**WHAT TO DO**
Work through the entries below and show every line in which "them" is found.

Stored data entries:
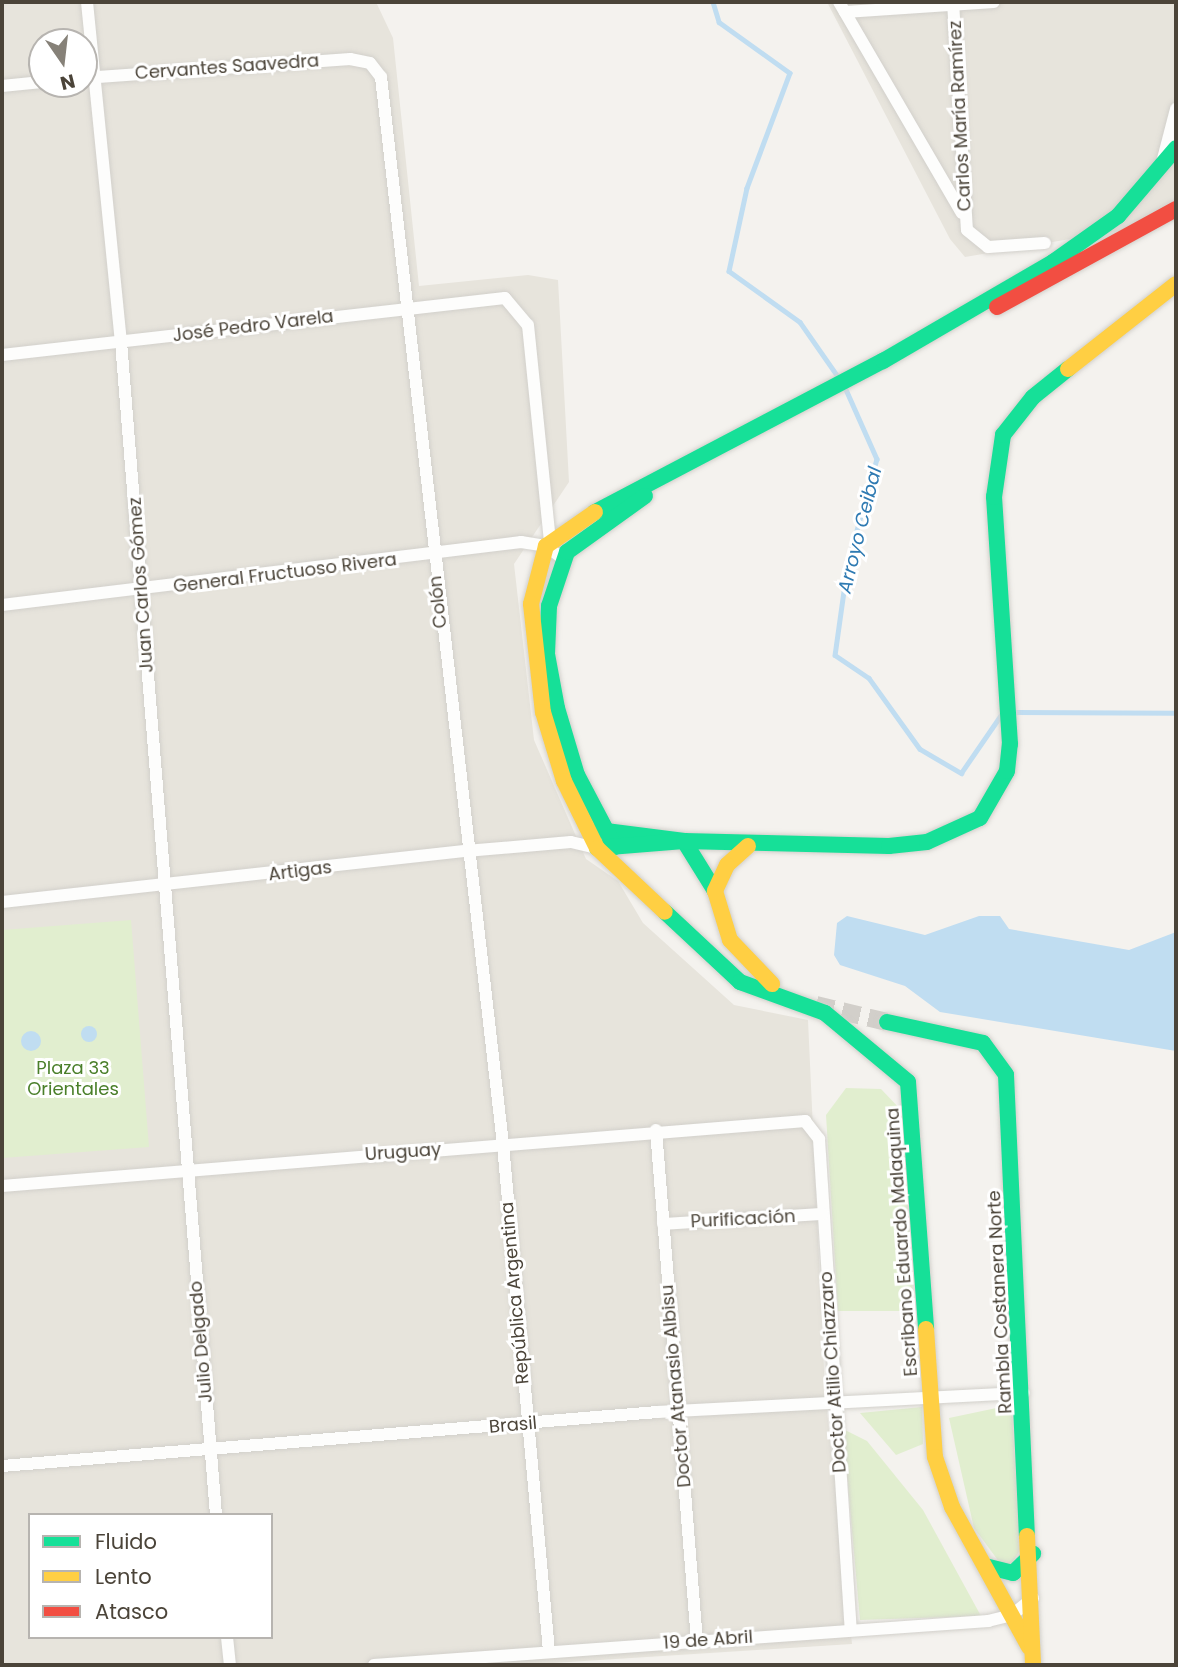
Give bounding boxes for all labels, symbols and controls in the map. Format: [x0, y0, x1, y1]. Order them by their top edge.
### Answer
street label: Carlos María Ramírez [944, 20, 976, 212]
north arrow [28, 28, 98, 98]
street label: Cervantes Saavedra [134, 50, 320, 84]
text: N [58, 67, 78, 97]
street label: José Pedro Varela [171, 305, 335, 347]
water label: Arroyo Ceibal [833, 465, 887, 595]
street label: Juan Carlos Gómez [124, 497, 158, 673]
street label: General Fructuoso Rivera [172, 549, 398, 597]
street label: Colón [424, 575, 452, 629]
street label: Artigas [267, 856, 333, 886]
park label: Plaza 33 Orientales [27, 1058, 119, 1100]
street label: Escribano Eduardo Malaquina [882, 1107, 922, 1377]
street label: Uruguay [364, 1139, 442, 1165]
street label: Rambla Costanera Norte [983, 1190, 1017, 1414]
street label: República Argentina [496, 1201, 534, 1385]
street label: Purificación [690, 1205, 796, 1233]
street label: Doctor Atilio Chiazzaro [815, 1271, 851, 1473]
street label: Julio Delgado [185, 1280, 217, 1404]
street label: Doctor Atanasio Albisu [656, 1284, 696, 1488]
street label: Brasil [488, 1412, 538, 1438]
legend [28, 1513, 273, 1639]
text: Fluido [95, 1527, 157, 1556]
text: Lento [95, 1562, 152, 1591]
text: Atasco [95, 1597, 168, 1626]
street label: 19 de Abril [662, 1626, 754, 1654]

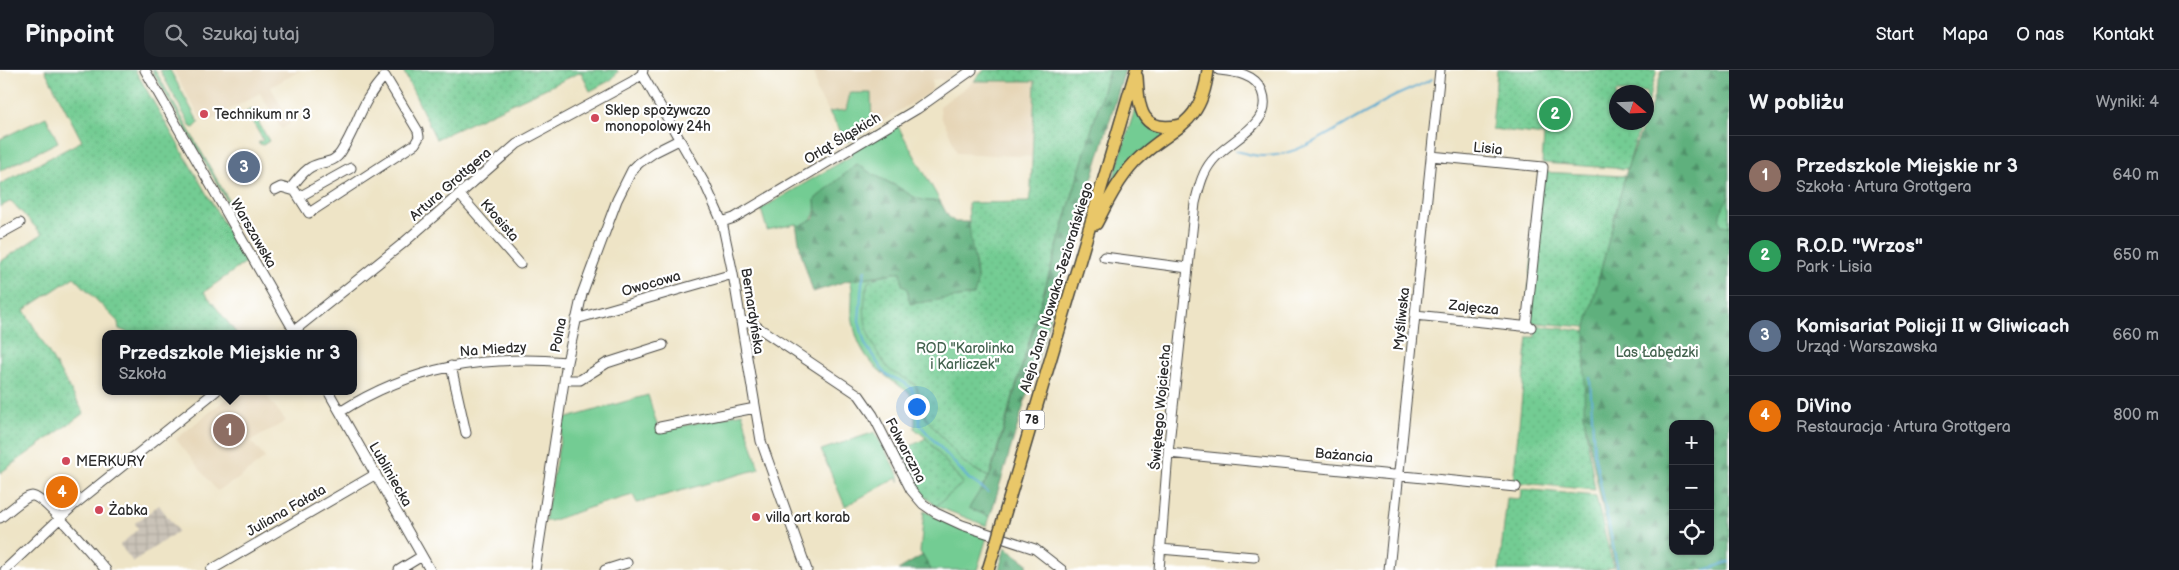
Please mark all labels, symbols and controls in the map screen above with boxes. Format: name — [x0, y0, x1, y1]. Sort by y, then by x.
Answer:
search box — [144, 12, 494, 57]
text: Pinpoint — [25, 20, 114, 49]
icon: search — [162, 21, 190, 49]
text: Szukaj tutaj — [202, 23, 299, 46]
text: Start — [1876, 24, 1914, 45]
text: Mapa — [1942, 24, 1988, 45]
text: O nas — [2016, 24, 2064, 45]
text: Kontakt — [2092, 24, 2154, 45]
north arrow — [1609, 85, 1654, 130]
text: W pobliżu — [1749, 90, 1844, 115]
text: Wyniki: 4 — [2096, 93, 2159, 112]
pin: 2 — [1539, 95, 1571, 133]
place label: Sklep spożywczo monopolowy 24h — [605, 102, 711, 135]
place label: Technikum nr 3 — [214, 106, 311, 123]
marker: Technikum nr 3 — [198, 108, 210, 120]
street label: Orląt Śląskich — [800, 108, 884, 168]
marker: Sklep spożywczo monopolowy 24h — [589, 112, 601, 124]
street label: Lisia — [1472, 139, 1504, 158]
street label: Artura Grottgera — [406, 144, 495, 224]
pin: 3 — [228, 148, 260, 186]
text: Przedszkole Miejskie nr 3 — [1796, 155, 2018, 178]
text: 1 — [1762, 166, 1768, 185]
text: 640 m — [2113, 166, 2159, 185]
text: Szkoła · Artura Grottgera — [1796, 178, 1972, 197]
street label: Aleja Jana Nowaka-Jeziorańskiego — [1016, 180, 1097, 394]
street label: Warszawska — [227, 196, 280, 271]
street label: Kłosista — [477, 196, 523, 245]
text: R.O.D. "Wrzos" — [1796, 235, 1923, 258]
text: 2 — [1760, 246, 1770, 265]
text: 650 m — [2113, 246, 2159, 265]
text: Park · Lisia — [1796, 258, 1872, 277]
street label: Owocowa — [620, 267, 683, 300]
street label: Bernardyńska — [737, 267, 768, 355]
street label: Myśliwska — [1390, 287, 1413, 352]
street label: Zajęcza — [1447, 296, 1500, 319]
text: Komisariat Policji II w Gliwicach — [1796, 315, 2069, 338]
street label: Polna — [547, 316, 570, 354]
text: 3 — [1760, 326, 1770, 345]
text: 660 m — [2112, 326, 2159, 345]
popup — [102, 330, 357, 395]
text: Urząd · Warszawska — [1796, 338, 1938, 357]
street label: Na Miedzy — [459, 339, 528, 360]
park label: ROD "Karolinka i Karliczek" — [916, 340, 1014, 373]
text: Przedszkole Miejskie nr 3 — [119, 342, 340, 365]
street label: Świętego Wojciecha — [1146, 343, 1174, 471]
park label: Las Łabędzki — [1616, 344, 1698, 361]
text: Szkoła — [119, 365, 167, 384]
your location — [904, 394, 930, 420]
text: DiVino — [1796, 395, 1851, 418]
text: 4 — [1760, 406, 1770, 425]
text: 800 m — [2113, 406, 2159, 425]
road number: 78 — [1020, 410, 1044, 430]
pin: 1 — [213, 411, 245, 449]
street label: Folwarczna — [881, 415, 930, 486]
text: Restauracja · Artura Grottgera — [1796, 418, 2011, 437]
map controls — [1669, 420, 1714, 555]
button: + — [1669, 420, 1714, 465]
street label: Lubliniecka — [365, 439, 416, 510]
street label: Bażancia — [1314, 444, 1374, 467]
place label: MERKURY — [76, 453, 145, 470]
marker: MERKURY — [60, 455, 72, 467]
button: − — [1669, 465, 1714, 510]
pin: 4 — [46, 473, 78, 511]
street label: Juliana Fałata — [244, 481, 329, 540]
place label: Żabka — [108, 501, 148, 519]
marker: Żabka — [93, 504, 105, 516]
place label: villa art korab — [765, 509, 850, 526]
button: locate — [1669, 510, 1714, 555]
marker: villa art korab — [750, 511, 762, 523]

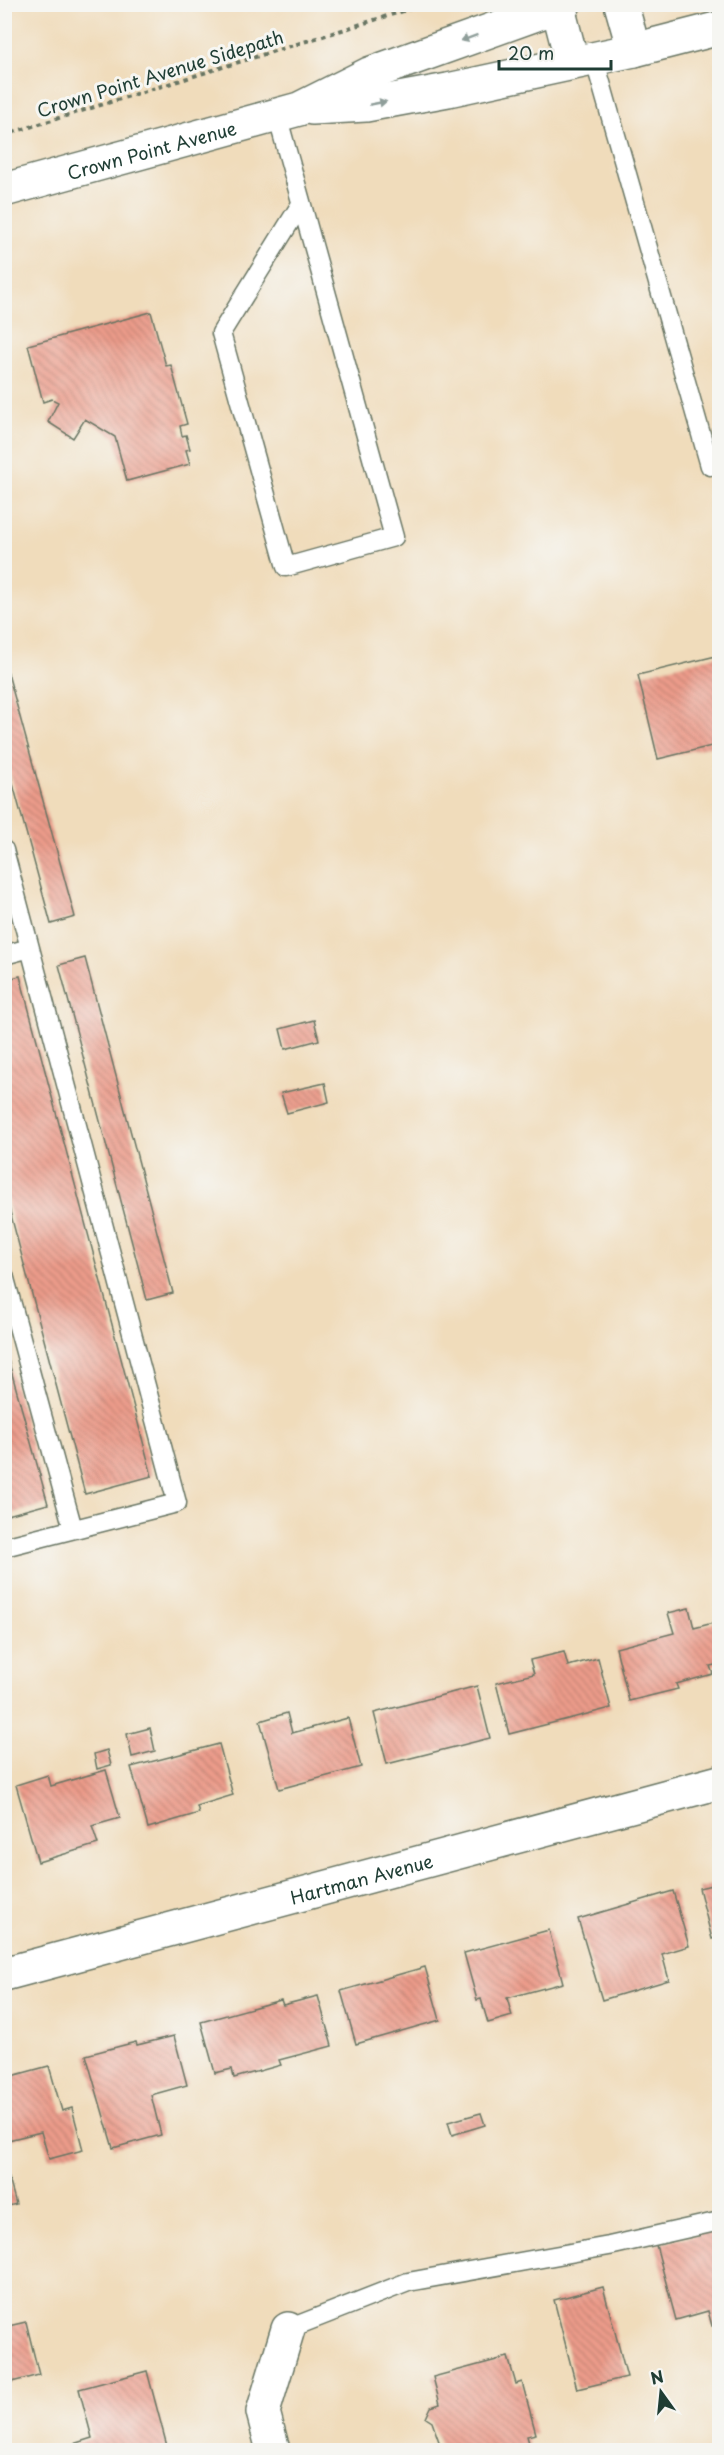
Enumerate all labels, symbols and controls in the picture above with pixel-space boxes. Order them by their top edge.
street label: Crown Point Avenue Sidepath [33,23,287,123]
scale bar [499,33,612,71]
one-way arrow [460,34,478,43]
text: 20 m [508,39,554,66]
one-way arrow [368,98,387,107]
street label: Crown Point Avenue [64,113,239,186]
street label: Hartman Avenue [287,1846,436,1910]
north arrow [631,2362,691,2422]
text: N [648,2363,666,2390]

**ANSWER AREA**
Give bounding boxes for all labels, symbols and controls in the map. Format: [x0, y0, x1, y1]. Order them by their top edge.
Enumerate all labels, symbols and controls in the picture above with pixel-space boxes. Order them by their top edge.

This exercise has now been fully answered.